# Exercise brief
Every line of the material is to be set down again without any change.

# Listed entries
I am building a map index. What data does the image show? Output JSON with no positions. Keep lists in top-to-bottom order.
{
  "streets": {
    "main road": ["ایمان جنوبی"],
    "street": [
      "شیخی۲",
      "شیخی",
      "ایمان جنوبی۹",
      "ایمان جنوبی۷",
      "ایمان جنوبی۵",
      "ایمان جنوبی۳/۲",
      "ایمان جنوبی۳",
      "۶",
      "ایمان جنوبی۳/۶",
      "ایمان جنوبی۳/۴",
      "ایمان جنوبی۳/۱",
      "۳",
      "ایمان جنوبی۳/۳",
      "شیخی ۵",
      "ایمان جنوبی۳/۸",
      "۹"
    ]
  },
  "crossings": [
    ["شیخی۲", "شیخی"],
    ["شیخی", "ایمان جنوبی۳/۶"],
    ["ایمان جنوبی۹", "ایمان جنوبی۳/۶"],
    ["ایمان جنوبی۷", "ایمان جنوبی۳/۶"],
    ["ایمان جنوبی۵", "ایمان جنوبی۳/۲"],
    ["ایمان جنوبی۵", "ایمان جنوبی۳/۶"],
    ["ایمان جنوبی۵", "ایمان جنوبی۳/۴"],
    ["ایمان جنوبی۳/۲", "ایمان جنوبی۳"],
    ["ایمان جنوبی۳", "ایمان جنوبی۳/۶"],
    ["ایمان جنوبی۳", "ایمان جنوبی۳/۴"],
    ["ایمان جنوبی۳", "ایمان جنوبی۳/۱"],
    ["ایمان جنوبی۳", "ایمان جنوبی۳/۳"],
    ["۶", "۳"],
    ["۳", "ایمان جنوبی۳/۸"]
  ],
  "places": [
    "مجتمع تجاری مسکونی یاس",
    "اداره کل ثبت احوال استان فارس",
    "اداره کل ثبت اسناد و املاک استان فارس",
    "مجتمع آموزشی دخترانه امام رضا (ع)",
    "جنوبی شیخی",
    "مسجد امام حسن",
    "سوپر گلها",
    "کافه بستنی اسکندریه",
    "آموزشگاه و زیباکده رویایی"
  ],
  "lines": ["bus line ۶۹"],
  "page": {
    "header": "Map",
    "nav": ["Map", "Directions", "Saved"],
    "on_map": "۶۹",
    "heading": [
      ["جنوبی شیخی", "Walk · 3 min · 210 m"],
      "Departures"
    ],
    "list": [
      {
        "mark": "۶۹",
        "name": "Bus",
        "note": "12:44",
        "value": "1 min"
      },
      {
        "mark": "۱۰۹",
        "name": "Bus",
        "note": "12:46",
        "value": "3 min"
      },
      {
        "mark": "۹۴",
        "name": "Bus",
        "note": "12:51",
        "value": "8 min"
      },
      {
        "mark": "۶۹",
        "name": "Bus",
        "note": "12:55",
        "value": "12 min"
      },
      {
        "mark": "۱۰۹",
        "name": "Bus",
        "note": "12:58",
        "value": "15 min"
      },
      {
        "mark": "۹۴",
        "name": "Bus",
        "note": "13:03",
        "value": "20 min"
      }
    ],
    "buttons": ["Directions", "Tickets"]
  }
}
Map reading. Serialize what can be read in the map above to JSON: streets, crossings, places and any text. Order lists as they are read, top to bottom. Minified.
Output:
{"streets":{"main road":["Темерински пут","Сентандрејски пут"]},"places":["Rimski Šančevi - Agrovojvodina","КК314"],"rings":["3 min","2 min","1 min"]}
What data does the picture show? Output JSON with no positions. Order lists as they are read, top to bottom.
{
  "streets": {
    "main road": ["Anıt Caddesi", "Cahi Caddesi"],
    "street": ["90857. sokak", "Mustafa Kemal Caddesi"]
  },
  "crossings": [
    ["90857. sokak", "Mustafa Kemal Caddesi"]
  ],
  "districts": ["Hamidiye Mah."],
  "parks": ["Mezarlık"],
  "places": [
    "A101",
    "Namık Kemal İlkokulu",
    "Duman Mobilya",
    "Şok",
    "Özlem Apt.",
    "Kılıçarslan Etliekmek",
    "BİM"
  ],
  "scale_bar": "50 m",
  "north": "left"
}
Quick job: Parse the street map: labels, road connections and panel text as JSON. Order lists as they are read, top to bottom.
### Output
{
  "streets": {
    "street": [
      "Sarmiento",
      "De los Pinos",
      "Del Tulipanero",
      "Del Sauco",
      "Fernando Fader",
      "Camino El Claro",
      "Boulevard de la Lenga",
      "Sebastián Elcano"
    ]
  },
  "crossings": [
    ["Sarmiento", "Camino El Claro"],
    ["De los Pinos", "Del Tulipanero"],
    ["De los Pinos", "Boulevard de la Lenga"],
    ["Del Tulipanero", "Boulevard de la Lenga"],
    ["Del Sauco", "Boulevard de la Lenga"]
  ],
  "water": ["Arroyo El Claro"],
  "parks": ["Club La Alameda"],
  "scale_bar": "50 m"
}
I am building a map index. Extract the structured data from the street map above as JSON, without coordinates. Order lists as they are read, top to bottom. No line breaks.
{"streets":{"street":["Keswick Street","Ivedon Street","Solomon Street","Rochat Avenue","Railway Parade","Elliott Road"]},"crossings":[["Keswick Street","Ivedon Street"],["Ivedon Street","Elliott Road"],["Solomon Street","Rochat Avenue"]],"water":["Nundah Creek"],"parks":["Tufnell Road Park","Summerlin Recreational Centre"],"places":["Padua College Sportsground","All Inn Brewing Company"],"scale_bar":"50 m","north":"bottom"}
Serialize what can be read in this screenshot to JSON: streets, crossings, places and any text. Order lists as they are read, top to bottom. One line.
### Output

# Solution to the exercise
I am building a map index. What data does the image show? Output JSON with no positions. Keep lists in top-to-bottom order.
{
  "streets": {
    "main road": ["ایمان جنوبی"],
    "street": [
      "شیخی۲",
      "شیخی",
      "ایمان جنوبی۹",
      "ایمان جنوبی۷",
      "ایمان جنوبی۵",
      "ایمان جنوبی۳/۲",
      "ایمان جنوبی۳",
      "۶",
      "ایمان جنوبی۳/۶",
      "ایمان جنوبی۳/۴",
      "ایمان جنوبی۳/۱",
      "۳",
      "ایمان جنوبی۳/۳",
      "شیخی ۵",
      "ایمان جنوبی۳/۸",
      "۹"
    ]
  },
  "crossings": [
    ["شیخی۲", "شیخی"],
    ["شیخی", "ایمان جنوبی۳/۶"],
    ["ایمان جنوبی۹", "ایمان جنوبی۳/۶"],
    ["ایمان جنوبی۷", "ایمان جنوبی۳/۶"],
    ["ایمان جنوبی۵", "ایمان جنوبی۳/۲"],
    ["ایمان جنوبی۵", "ایمان جنوبی۳/۶"],
    ["ایمان جنوبی۵", "ایمان جنوبی۳/۴"],
    ["ایمان جنوبی۳/۲", "ایمان جنوبی۳"],
    ["ایمان جنوبی۳", "ایمان جنوبی۳/۶"],
    ["ایمان جنوبی۳", "ایمان جنوبی۳/۴"],
    ["ایمان جنوبی۳", "ایمان جنوبی۳/۱"],
    ["ایمان جنوبی۳", "ایمان جنوبی۳/۳"],
    ["۶", "۳"],
    ["۳", "ایمان جنوبی۳/۸"]
  ],
  "places": [
    "مجتمع تجاری مسکونی یاس",
    "اداره کل ثبت احوال استان فارس",
    "اداره کل ثبت اسناد و املاک استان فارس",
    "مجتمع آموزشی دخترانه امام رضا (ع)",
    "جنوبی شیخی",
    "مسجد امام حسن",
    "سوپر گلها",
    "کافه بستنی اسکندریه",
    "آموزشگاه و زیباکده رویایی"
  ],
  "lines": ["bus line ۶۹"],
  "page": {
    "header": "Map",
    "nav": ["Map", "Directions", "Saved"],
    "on_map": "۶۹",
    "heading": [
      ["جنوبی شیخی", "Walk · 3 min · 210 m"],
      "Departures"
    ],
    "list": [
      {
        "mark": "۶۹",
        "name": "Bus",
        "note": "12:44",
        "value": "1 min"
      },
      {
        "mark": "۱۰۹",
        "name": "Bus",
        "note": "12:46",
        "value": "3 min"
      },
      {
        "mark": "۹۴",
        "name": "Bus",
        "note": "12:51",
        "value": "8 min"
      },
      {
        "mark": "۶۹",
        "name": "Bus",
        "note": "12:55",
        "value": "12 min"
      },
      {
        "mark": "۱۰۹",
        "name": "Bus",
        "note": "12:58",
        "value": "15 min"
      },
      {
        "mark": "۹۴",
        "name": "Bus",
        "note": "13:03",
        "value": "20 min"
      }
    ],
    "buttons": ["Directions", "Tickets"]
  }
}
Map reading. Serialize what can be read in the map above to JSON: streets, crossings, places and any text. Order lists as they are read, top to bottom. Minified.
Output:
{"streets":{"main road":["Темерински пут","Сентандрејски пут"]},"places":["Rimski Šančevi - Agrovojvodina","КК314"],"rings":["3 min","2 min","1 min"]}
What data does the picture show? Output JSON with no positions. Order lists as they are read, top to bottom.
{
  "streets": {
    "main road": ["Anıt Caddesi", "Cahi Caddesi"],
    "street": ["90857. sokak", "Mustafa Kemal Caddesi"]
  },
  "crossings": [
    ["90857. sokak", "Mustafa Kemal Caddesi"]
  ],
  "districts": ["Hamidiye Mah."],
  "parks": ["Mezarlık"],
  "places": [
    "A101",
    "Namık Kemal İlkokulu",
    "Duman Mobilya",
    "Şok",
    "Özlem Apt.",
    "Kılıçarslan Etliekmek",
    "BİM"
  ],
  "scale_bar": "50 m",
  "north": "left"
}
Quick job: Parse the street map: labels, road connections and panel text as JSON. Order lists as they are read, top to bottom.
### Output
{
  "streets": {
    "street": [
      "Sarmiento",
      "De los Pinos",
      "Del Tulipanero",
      "Del Sauco",
      "Fernando Fader",
      "Camino El Claro",
      "Boulevard de la Lenga",
      "Sebastián Elcano"
    ]
  },
  "crossings": [
    ["Sarmiento", "Camino El Claro"],
    ["De los Pinos", "Del Tulipanero"],
    ["De los Pinos", "Boulevard de la Lenga"],
    ["Del Tulipanero", "Boulevard de la Lenga"],
    ["Del Sauco", "Boulevard de la Lenga"]
  ],
  "water": ["Arroyo El Claro"],
  "parks": ["Club La Alameda"],
  "scale_bar": "50 m"
}
I am building a map index. Extract the structured data from the street map above as JSON, without coordinates. Order lists as they are read, top to bottom. No line breaks.
{"streets":{"street":["Keswick Street","Ivedon Street","Solomon Street","Rochat Avenue","Railway Parade","Elliott Road"]},"crossings":[["Keswick Street","Ivedon Street"],["Ivedon Street","Elliott Road"],["Solomon Street","Rochat Avenue"]],"water":["Nundah Creek"],"parks":["Tufnell Road Park","Summerlin Recreational Centre"],"places":["Padua College Sportsground","All Inn Brewing Company"],"scale_bar":"50 m","north":"bottom"}
Serialize what can be read in this screenshot to JSON: streets, crossings, places and any text. Order lists as they are read, top to bottom. One line.
### Output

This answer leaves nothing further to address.